Universitas Airlangga Official Website

Menilik Potensi global Film Horor di Indonesia

Film merupakan salah satu media entertainment yang sudah tidak asing lagi bagi masyarakat Indonesia, namun belum banyak masyarakat yang mengenal secara mendalam mengenai Industri Film terutama di Indonesia. Industri Film merupakan bagian dari industri kreatif yang memiliki potensi besar baik bagi penyerapan tenaga kerja maupun perkembangan secara ekonomi. Studi yang dilakukan oleh lembaga konsultan dan penelitian dari Oxford Economic di tahun 2010 terhadap kontribusi industri film dalam pertumbuhan ekonomi Indonesia sebesar 0,43% setara dengan 2,98 juta dolar AS dan menciptakan lapangan pekerjaan sebanyak 0,45% atau sebanyak 491.800 tenaga kerja (Hendriyani, 2021). Angka ini terus bertambah seiring berkembangnya industri film di Indonesia.

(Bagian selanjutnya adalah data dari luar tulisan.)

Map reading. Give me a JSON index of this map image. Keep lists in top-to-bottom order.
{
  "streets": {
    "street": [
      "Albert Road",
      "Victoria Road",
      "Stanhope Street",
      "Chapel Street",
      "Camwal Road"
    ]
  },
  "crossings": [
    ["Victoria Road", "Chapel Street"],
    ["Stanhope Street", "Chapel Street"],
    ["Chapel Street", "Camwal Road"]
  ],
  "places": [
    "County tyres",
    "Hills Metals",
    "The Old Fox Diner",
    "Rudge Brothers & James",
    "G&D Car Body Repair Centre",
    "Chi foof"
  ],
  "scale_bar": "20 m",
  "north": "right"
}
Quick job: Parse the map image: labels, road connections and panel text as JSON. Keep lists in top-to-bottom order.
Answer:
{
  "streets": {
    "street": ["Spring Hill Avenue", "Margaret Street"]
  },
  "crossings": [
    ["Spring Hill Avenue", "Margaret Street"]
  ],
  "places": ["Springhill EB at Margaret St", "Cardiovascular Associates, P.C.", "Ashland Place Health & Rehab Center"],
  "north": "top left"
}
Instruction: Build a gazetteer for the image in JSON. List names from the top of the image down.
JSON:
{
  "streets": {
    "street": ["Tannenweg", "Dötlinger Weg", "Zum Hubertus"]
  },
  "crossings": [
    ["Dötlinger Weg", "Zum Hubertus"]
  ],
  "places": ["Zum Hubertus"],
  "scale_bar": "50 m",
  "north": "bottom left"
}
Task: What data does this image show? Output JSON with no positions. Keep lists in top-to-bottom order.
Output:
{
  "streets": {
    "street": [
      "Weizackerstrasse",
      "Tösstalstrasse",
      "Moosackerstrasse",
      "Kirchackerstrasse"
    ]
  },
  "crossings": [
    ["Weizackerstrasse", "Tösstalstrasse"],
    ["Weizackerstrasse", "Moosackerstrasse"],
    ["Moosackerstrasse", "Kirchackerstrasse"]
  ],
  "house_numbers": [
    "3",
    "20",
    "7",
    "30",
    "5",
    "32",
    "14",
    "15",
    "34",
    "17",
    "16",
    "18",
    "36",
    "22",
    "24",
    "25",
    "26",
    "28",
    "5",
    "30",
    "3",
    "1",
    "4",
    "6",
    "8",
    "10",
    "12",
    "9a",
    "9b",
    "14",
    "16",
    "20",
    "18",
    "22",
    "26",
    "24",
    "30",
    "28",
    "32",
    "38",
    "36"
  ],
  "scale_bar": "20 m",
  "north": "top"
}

Tercatat pertumbuhan positif industri film Indonesia juga terus naik hingga di tahun 2019. Hal itu  ditunjukkan dengan perolehan total jumlah penonton sebesar 152 juta orang. Meski sempat terguncang oleh pandemi covid-19 yang menyebabkan pertumbuhan di industri film sempat melambat namun tetap stabil (Kurniawan, 2024). Di tahun 2022 jumlah penonton bioskop Indonesia mencapai 100 juta dan meningkat sebesar 14,5% di tahun 2023 dengan perolehan jumlah penonton mencapai 114,5 juta orang (Kurniawan, 2024). Angka ini pun dapat bertambah seiring waktu melihat antusiasme para penonton tanah air terhadap perfilman Indonesia. Industri film di Indonesia pun telah memiliki pembuktian atas potensi mereka untuk bersaing di pasar global, hal ini dapat dilihat melalui keberadaan film Indonesia yang hadir pada festival film Internasional seperti Prenjak, Turah, Marlina: Pembunuh dalam empat babak, Pengabdi Setan, dan masih banyak lagi (CNN Indonesia, 2022). Salah satu genre film yang banyak diminati di Indonesia adalah genre horor dan setiap tahunnya genre ini juga banyak diproduksi.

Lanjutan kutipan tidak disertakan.